El presidente del Gobierno, Pedro Sánchez, ha argumentado este jueves que “la fuerza del Estado debe proteger” tanto a la democracia como a los menores ante lo que ha calificado como el “universo tóxico e impune” de las redes sociales. Además, ha advertido que España no puede permitir que la tecnología sirva para debilitar derechos o socavar las instituciones democráticas.
Durante la clausura del Congreso Nacional de Industria, celebrado en el Palacio Euskalduna, Sánchez respondió a las críticas surgidas tras anunciar la prohibición de acceso a las redes sociales para menores de 16 años y nuevas medidas de control sobre las plataformas digitales.
“La voz de la democracia no será silenciada”
El líder del Ejecutivo ha afirmado que “no nos van a quebrantar” y que “la voz de la democracia no sucumbirá ante los tecnoligarcas del algoritmo”, en referencia a los dueños de grandes plataformas digitales que han desafiado las iniciativas regulatorias del Gobierno.
Sánchez ha reiterado que el Estado debe intervenir para defender a la ciudadanía de los ataques a las democracias y, especialmente, a los niños y adolescentes, a quienes ve expuestos a un entorno digital sin supervisión ni responsabilidad.

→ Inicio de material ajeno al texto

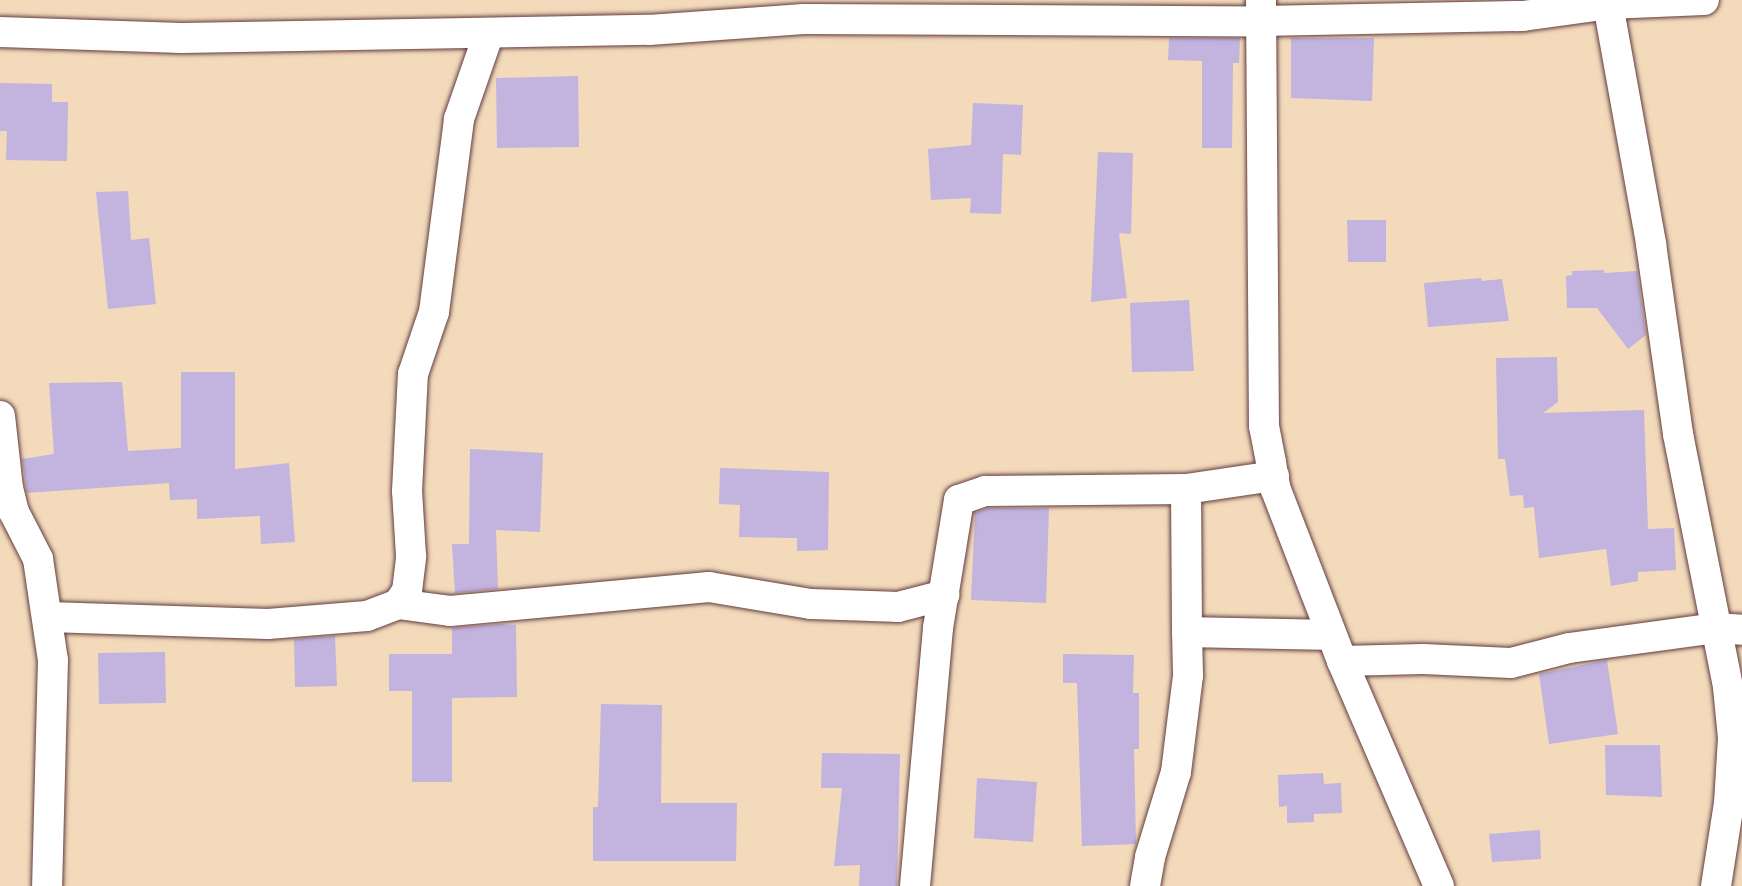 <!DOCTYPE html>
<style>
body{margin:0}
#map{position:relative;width:1742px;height:886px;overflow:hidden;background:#f2daba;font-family:"Architects Daughter",sans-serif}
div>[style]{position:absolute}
.building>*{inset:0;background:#c2b3df}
.roads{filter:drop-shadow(0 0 2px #633b40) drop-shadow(0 0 2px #633b40)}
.minor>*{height:30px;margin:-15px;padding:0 15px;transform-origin:15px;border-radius:15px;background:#fff}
span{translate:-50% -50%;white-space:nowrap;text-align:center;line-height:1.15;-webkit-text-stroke:5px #f7f3e8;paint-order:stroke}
</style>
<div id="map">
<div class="building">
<i style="clip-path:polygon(1169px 38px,1240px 38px,1239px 63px,1233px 63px,1232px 148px,1202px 148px,1202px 61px,1168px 60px)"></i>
<i style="clip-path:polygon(1291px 38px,1374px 38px,1372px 101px,1291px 98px)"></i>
<i style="clip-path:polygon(578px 76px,579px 147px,497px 148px,496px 78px)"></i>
<i style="clip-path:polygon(0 83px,52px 84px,52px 102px,68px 102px,67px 161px,6px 160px,7px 131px,0 131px)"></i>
<i style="clip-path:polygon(973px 103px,1023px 105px,1021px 155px,1003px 154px,1001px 214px,970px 213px,971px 198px,931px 200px,928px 149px,971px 145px)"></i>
<i style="clip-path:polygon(1098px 152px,1133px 153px,1131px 234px,1119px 233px,1127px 298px,1091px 302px)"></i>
<i style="clip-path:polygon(128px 191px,131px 240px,149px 238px,156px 304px,108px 309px,96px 192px)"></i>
<i style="clip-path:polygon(1347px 220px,1386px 220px,1386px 262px,1348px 262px)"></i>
<i style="clip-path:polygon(1604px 270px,1604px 273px,1637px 271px,1646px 335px,1628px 349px,1597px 308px,1567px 308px,1566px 276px,1572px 275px,1572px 271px)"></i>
<i style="clip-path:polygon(1481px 278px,1482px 281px,1502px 279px,1509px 321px,1428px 327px,1424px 283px)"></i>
<i style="clip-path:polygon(1189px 300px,1194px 371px,1132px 372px,1130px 303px)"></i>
<i style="clip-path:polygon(1557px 357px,1558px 402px,1543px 413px,1644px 410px,1648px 529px,1674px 528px,1676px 570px,1638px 572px,1638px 581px,1611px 586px,1606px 549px,1539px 558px,1534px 507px,1524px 508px,1523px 495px,1510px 496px,1505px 459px,1498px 459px,1496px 358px)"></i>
<i style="clip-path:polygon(181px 372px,235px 372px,235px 469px,289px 463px,295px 542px,261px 544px,260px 516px,197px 519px,197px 499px,170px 500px,169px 483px,27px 493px,22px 459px,54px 454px,49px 383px,122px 382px,128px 451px,181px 448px)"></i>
<i style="clip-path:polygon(470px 449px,543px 453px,540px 532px,496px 530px,498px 589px,455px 593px,452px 544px,469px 544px)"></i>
<i style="clip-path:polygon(720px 468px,829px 472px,828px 550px,797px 551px,797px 538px,739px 537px,740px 505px,719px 504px)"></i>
<i style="clip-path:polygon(988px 508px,1049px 508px,1046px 603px,971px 600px,975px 513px)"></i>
<i style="clip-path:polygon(500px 624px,516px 625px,517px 697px,452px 698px,452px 782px,412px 782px,412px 691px,389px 691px,389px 654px,452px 654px,452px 628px)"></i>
<i style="clip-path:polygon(335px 636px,337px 686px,295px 687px,294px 639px)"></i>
<i style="clip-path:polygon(165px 652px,166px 703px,99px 704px,98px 653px)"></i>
<i style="clip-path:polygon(1063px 654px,1134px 655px,1133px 693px,1139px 693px,1139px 749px,1134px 749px,1136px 844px,1082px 846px,1077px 683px,1063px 683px)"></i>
<i style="clip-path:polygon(1607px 660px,1618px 734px,1549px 744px,1539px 674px)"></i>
<i style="clip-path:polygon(601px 704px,662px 705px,661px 803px,737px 803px,736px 861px,593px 861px,593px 807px,598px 807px)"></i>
<i style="clip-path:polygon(1605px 745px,1660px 745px,1662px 797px,1606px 795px)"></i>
<i style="clip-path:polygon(822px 753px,900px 754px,897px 886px,859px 886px,860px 865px,834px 866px,842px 788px,821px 788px)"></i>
<i style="clip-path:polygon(1323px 773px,1324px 784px,1341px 783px,1342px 813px,1314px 814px,1314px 822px,1287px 823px,1287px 806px,1279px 807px,1278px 775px)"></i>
<i style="clip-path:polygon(977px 778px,1037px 782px,1033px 842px,974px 838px)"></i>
<i style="clip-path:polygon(1540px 830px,1541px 859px,1492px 862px,1489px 834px)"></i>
</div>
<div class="roads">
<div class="minor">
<i style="left:1261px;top:0;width:426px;rotate:89.6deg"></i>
<i style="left:1264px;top:426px;width:38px;rotate:79deg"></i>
<i style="left:1271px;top:463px;width:27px;rotate:80deg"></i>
<i style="left:1276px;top:490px;width:183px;rotate:68.9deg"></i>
<i style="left:1342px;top:661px;width:245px;rotate:66.7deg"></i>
<i style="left:1608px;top:4px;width:244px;rotate:79.8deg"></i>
<i style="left:1651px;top:244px;width:192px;rotate:81.9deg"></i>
<i style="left:1678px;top:434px;width:258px;rotate:78.8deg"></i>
<i style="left:1728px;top:687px;width:51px;rotate:84.4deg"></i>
<i style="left:1733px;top:738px;width:65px;rotate:93.5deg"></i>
<i style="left:1729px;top:803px;width:84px;rotate:98.9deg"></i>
<i style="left:0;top:32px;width:182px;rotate:1.9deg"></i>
<i style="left:182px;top:38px;width:467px;rotate:-1deg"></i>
<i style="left:649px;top:30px;width:155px;rotate:-4.1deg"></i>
<i style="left:804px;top:19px;width:456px;rotate:0.3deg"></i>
<i style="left:1260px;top:21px;width:263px;rotate:-1.1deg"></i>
<i style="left:1523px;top:16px;width:86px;rotate:-8deg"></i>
<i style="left:1608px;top:4px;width:96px;rotate:-2.4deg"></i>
<i style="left:0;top:416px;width:72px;rotate:83.7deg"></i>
<i style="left:8px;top:488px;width:25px;rotate:76deg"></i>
<i style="left:14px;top:512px;width:53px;rotate:62.9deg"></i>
<i style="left:38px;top:559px;width:102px;rotate:81.6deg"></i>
<i style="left:53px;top:660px;width:226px;rotate:91.5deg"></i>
<i style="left:1186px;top:489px;width:143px;rotate:89.6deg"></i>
<i style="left:398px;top:604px;width:52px;rotate:7.7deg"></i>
<i style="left:450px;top:611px;width:260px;rotate:-5.3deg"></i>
<i style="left:709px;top:587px;width:103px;rotate:9.5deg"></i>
<i style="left:811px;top:604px;width:87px;rotate:2deg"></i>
<i style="left:898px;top:607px;width:48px;rotate:-14.6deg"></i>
<i style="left:48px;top:617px;width:220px;rotate:1.8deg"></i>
<i style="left:268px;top:624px;width:99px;rotate:-4.6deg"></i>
<i style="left:367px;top:616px;width:33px;rotate:-21deg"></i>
<i style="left:398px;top:604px;width:16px;rotate:-55deg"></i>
<i style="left:407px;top:591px;width:35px;rotate:-83deg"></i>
<i style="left:411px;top:556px;width:65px;rotate:-93.5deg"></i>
<i style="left:407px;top:491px;width:117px;rotate:-87.1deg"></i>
<i style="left:413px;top:374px;width:65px;rotate:-71.3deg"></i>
<i style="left:434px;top:312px;width:195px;rotate:-82.6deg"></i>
<i style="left:459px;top:119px;width:91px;rotate:-70.8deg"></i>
<i style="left:1342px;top:661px;width:81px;rotate:-1.4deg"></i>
<i style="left:1423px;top:659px;width:88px;rotate:2.6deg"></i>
<i style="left:1511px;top:663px;width:60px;rotate:-14.5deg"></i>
<i style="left:1569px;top:648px;width:148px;rotate:-7.7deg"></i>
<i style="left:1716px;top:628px;width:26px;rotate:4deg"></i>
<i style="left:915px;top:886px;width:259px;rotate:-84.9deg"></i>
<i style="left:938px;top:628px;width:130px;rotate:-80.7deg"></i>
<i style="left:959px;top:500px;width:28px;rotate:-19deg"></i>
<i style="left:985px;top:491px;width:201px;rotate:-0.6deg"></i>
<i style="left:1186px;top:489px;width:89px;rotate:-8.4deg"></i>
<i style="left:1145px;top:886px;width:29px;rotate:-80deg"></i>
<i style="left:1150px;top:857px;width:89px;rotate:-73deg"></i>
<i style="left:1176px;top:772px;width:98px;rotate:-82.9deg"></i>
<i style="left:1188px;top:675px;width:43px;rotate:-91.3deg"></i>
<i style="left:1187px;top:632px;width:144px;rotate:1.2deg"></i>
</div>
</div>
</div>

Respuestas a las críticas de Telegram y X
Las declaraciones del presidente se producen tras un mensaje masivo del fundador de Telegram, Pavel Durov, quien alertó a los usuarios españoles de que las nuevas regulaciones “comprometen las libertades en internet” y podrían transformar a España en un “Estado de vigilancia”.
El propietario de X, Elon Musk, también se unió a estas críticas y llegó a tildar al presidente del Gobierno de “fascista”. Sánchez respondió en esa misma red social con una cita atribuida a Don Quijote: “Deja que los tecno-oligarcas ladren, Sancho, es señal de que cabalgamos”.
¿Para qué queremos la innovación tecnológica?
En su intervención, Sánchez formuló una serie de preguntas sobre el propósito de la innovación tecnológica:
“¿Para qué queremos esa innovación?, ¿para ampliar derechos o para ponerlos en riesgo?, ¿para robustecer la democracia o para erosionarla?”.
Asimismo, cuestionó si la sociedad desea “una tecnología que mercadee con la privacidad” o “una que permita a un tecnoligarca espiar los móviles de millones de ciudadanos para propagar mentiras”, aludiendo al envío de mensajes masivos a usuarios sin consentimiento explícito.
Defensa de la regulación contra la desinformación
El presidente ha rechazado la noción de que regular sea sinónimo de controlar o restringir la innovación, y ha sustentado que establecer normas claras es esencial para prevenir la desinformación, el engaño y la manipulación del debate público.
“La respuesta debe ser un no rotundo”, concluyó Sánchez, reafirmando que el Gobierno proseguirá con su agenda para regular el ecosistema digital, proteger a los menores y mantener la calidad democrática ante el creciente poder de las grandes plataformas.